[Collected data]

□ □ □ □ □ □ □

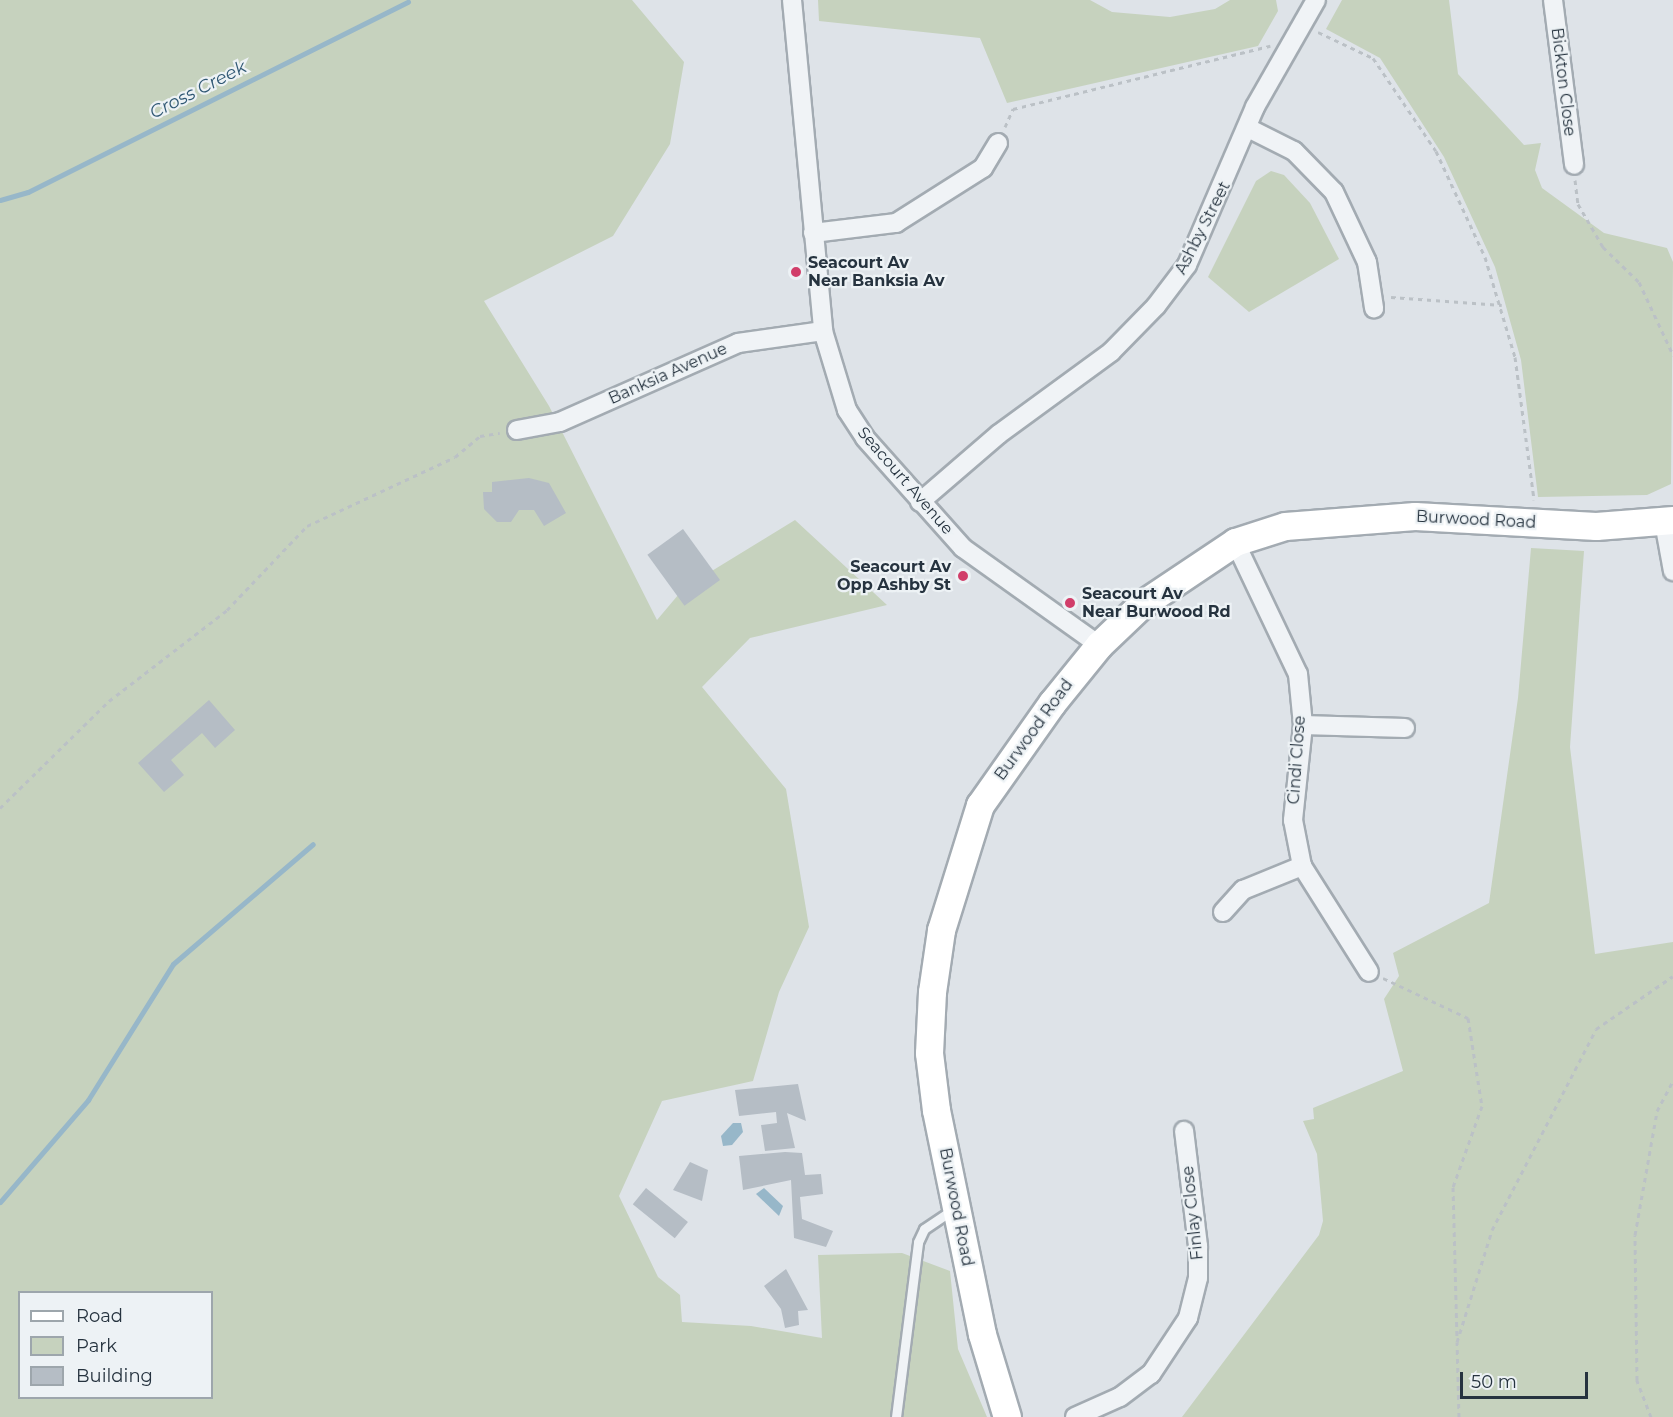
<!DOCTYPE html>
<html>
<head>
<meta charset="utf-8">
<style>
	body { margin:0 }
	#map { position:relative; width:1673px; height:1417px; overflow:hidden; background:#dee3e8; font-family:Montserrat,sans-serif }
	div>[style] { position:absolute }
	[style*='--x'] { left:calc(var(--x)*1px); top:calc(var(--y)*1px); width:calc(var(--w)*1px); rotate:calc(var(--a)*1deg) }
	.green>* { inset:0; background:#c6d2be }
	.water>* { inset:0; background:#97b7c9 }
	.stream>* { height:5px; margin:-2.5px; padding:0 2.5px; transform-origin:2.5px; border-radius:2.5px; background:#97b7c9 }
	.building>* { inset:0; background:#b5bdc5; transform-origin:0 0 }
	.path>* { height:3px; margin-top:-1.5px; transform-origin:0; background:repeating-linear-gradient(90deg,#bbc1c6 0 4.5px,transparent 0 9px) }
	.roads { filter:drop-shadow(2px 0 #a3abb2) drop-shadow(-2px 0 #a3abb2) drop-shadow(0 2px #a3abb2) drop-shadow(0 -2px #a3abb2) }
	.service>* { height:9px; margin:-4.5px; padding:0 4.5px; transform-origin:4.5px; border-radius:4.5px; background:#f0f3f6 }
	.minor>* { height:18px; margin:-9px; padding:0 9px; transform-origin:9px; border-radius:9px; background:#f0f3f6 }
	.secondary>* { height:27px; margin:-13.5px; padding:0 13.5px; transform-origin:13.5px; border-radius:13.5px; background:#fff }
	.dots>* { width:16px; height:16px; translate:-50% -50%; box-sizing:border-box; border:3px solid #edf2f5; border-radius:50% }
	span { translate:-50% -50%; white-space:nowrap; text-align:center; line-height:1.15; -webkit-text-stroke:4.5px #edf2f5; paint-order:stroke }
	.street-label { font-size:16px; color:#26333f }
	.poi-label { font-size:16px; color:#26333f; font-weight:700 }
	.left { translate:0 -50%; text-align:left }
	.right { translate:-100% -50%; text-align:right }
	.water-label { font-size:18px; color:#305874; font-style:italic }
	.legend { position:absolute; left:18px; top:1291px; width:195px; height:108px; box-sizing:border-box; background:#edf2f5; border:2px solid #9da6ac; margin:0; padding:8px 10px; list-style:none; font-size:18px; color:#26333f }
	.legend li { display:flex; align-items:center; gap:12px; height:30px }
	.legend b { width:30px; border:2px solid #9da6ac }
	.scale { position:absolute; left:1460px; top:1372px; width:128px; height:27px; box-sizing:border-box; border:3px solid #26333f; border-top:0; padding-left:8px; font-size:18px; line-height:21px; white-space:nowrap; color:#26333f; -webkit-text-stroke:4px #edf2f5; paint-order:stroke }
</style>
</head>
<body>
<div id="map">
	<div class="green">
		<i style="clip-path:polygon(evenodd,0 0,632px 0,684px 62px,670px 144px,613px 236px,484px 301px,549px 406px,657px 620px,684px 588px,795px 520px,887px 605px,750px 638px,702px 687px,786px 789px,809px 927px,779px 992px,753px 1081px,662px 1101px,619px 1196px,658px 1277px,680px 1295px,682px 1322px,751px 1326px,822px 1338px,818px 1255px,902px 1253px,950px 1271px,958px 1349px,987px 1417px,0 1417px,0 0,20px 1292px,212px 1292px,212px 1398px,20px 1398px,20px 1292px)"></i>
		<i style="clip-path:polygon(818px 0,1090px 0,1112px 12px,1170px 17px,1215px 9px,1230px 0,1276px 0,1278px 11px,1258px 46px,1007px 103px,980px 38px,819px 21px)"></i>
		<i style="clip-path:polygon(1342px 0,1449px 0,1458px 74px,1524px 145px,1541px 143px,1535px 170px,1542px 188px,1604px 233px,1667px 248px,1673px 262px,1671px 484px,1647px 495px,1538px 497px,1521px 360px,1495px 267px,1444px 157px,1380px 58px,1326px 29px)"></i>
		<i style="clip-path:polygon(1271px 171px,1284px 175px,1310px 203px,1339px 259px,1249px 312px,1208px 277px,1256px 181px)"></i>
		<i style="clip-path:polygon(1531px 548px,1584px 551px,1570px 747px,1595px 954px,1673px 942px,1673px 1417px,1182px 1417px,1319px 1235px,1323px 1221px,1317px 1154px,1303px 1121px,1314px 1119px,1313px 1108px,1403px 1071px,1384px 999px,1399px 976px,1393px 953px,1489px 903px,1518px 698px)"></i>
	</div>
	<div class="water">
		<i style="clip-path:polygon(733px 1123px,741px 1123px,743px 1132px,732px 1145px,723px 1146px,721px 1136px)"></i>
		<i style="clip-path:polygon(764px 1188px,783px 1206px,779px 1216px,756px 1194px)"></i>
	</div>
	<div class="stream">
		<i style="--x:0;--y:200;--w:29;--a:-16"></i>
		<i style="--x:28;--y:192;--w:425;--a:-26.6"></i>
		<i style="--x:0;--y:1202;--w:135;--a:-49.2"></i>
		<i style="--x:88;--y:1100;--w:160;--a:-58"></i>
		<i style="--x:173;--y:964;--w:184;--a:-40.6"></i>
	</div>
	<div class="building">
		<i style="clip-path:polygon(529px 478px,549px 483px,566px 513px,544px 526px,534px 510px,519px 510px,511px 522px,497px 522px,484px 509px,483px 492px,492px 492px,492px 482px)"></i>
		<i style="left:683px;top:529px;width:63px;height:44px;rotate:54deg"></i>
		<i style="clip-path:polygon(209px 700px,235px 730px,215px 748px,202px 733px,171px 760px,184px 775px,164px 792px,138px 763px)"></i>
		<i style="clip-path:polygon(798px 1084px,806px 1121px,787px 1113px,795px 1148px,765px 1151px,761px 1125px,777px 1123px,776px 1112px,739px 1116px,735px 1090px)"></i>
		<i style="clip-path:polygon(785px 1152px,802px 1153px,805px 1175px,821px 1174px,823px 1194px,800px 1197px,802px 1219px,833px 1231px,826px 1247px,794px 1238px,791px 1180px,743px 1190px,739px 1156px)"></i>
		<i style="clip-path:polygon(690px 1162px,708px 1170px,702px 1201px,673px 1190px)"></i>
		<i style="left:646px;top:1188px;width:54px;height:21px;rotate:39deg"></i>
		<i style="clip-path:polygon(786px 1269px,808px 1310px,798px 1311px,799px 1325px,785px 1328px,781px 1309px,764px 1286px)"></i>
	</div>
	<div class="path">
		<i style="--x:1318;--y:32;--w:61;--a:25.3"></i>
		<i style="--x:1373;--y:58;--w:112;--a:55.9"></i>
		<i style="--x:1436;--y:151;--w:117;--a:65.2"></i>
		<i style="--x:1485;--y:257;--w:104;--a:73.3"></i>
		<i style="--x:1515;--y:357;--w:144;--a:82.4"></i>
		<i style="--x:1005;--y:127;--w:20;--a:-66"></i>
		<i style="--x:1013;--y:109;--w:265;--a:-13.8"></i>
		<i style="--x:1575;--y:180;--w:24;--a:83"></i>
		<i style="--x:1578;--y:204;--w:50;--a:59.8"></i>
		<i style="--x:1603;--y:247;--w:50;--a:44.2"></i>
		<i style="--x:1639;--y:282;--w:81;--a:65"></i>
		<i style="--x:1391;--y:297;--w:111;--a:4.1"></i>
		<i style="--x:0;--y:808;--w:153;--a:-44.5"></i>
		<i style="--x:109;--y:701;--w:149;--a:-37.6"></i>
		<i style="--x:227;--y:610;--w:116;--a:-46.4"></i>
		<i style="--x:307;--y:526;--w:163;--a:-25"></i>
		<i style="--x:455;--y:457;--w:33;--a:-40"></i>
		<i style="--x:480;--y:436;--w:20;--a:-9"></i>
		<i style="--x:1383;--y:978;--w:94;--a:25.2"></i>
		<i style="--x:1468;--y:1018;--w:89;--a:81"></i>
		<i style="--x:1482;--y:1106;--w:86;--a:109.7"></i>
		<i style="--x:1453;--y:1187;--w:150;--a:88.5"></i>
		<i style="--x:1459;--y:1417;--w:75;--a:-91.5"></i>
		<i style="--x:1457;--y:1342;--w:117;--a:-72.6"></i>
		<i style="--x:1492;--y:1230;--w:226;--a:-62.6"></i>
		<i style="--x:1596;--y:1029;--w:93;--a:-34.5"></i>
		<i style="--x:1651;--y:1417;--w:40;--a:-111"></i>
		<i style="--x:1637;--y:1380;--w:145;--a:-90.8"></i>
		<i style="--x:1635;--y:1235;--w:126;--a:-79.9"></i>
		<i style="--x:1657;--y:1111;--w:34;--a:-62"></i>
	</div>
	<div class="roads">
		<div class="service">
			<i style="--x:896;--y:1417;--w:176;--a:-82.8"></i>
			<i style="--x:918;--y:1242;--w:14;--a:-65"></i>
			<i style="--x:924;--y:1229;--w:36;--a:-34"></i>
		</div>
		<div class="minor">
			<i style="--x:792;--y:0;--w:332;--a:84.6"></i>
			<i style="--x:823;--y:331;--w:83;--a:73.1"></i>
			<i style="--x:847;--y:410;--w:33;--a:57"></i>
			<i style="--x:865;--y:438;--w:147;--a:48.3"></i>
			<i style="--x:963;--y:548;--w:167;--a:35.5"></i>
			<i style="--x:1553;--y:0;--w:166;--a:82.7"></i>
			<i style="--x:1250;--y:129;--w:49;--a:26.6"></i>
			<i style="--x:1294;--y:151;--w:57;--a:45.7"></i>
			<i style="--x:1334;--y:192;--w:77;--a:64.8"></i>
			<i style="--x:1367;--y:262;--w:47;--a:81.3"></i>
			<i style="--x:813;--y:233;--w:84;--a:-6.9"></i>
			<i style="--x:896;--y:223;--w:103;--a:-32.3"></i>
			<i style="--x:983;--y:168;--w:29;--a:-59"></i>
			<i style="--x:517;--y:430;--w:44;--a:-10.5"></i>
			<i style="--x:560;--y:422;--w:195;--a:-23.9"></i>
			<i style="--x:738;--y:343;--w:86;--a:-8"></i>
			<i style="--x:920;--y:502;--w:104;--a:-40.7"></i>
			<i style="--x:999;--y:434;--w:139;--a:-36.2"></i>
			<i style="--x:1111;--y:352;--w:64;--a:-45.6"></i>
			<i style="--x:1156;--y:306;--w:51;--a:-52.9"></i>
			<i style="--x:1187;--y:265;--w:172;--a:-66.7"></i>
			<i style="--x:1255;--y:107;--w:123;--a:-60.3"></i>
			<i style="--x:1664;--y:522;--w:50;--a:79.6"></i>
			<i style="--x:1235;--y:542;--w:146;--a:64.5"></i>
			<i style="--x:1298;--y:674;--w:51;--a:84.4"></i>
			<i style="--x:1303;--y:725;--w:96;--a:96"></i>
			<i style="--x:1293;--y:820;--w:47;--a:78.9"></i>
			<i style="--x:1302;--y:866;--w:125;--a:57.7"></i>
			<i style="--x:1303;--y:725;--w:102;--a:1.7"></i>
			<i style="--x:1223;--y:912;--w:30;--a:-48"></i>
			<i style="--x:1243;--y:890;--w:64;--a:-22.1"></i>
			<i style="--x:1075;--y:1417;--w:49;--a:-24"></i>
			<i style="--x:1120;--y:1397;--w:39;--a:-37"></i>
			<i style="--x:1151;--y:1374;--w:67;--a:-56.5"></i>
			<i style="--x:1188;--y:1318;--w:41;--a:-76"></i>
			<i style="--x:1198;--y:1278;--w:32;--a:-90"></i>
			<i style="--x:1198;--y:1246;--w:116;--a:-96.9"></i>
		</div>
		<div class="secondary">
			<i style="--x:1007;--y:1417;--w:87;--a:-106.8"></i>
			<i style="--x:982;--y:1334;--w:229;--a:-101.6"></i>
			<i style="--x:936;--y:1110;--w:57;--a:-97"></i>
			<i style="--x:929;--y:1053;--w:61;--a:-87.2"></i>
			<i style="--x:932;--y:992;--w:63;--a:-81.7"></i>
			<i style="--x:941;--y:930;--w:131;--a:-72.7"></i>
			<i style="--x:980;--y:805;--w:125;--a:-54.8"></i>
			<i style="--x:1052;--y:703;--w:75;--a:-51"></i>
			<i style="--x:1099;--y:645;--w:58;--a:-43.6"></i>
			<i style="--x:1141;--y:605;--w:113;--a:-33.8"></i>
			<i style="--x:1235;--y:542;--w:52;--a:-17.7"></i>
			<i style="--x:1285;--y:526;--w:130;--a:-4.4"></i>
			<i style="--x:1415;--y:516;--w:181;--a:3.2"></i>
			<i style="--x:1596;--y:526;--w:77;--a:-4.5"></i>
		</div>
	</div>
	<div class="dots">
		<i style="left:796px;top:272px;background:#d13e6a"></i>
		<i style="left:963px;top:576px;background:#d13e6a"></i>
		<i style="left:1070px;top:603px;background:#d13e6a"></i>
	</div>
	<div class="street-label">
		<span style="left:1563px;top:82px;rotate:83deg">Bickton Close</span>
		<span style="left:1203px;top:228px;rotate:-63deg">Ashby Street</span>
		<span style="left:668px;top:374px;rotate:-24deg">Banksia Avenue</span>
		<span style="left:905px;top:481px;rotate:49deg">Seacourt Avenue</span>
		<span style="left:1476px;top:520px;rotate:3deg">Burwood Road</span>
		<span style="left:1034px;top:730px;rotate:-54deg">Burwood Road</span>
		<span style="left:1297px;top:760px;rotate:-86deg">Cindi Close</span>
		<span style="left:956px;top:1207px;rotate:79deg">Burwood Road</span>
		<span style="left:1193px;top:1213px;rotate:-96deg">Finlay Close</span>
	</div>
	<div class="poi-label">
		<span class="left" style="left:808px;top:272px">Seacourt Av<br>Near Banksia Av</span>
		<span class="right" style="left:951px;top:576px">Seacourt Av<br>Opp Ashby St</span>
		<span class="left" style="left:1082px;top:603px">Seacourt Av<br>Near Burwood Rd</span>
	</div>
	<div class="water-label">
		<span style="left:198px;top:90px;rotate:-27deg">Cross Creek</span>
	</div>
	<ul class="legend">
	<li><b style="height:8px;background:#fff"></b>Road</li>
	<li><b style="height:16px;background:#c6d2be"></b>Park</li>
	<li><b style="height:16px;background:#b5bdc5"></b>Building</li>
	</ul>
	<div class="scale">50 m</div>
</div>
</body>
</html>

□ □ □ □ □ □ □

__Activity__
For each line in the data that holds the word "radius", copy the line.

__Solution for this task__
	.stream>* { height:5px; margin:-2.5px; padding:0 2.5px; transform-origin:2.5px; border-radius:2.5px; background:#97b7c9 }
	.service>* { height:9px; margin:-4.5px; padding:0 4.5px; transform-origin:4.5px; border-radius:4.5px; background:#f0f3f6 }
	.minor>* { height:18px; margin:-9px; padding:0 9px; transform-origin:9px; border-radius:9px; background:#f0f3f6 }
	.secondary>* { height:27px; margin:-13.5px; padding:0 13.5px; transform-origin:13.5px; border-radius:13.5px; background:#fff }
	.dots>* { width:16px; height:16px; translate:-50% -50%; box-sizing:border-box; border:3px solid #edf2f5; border-radius:50% }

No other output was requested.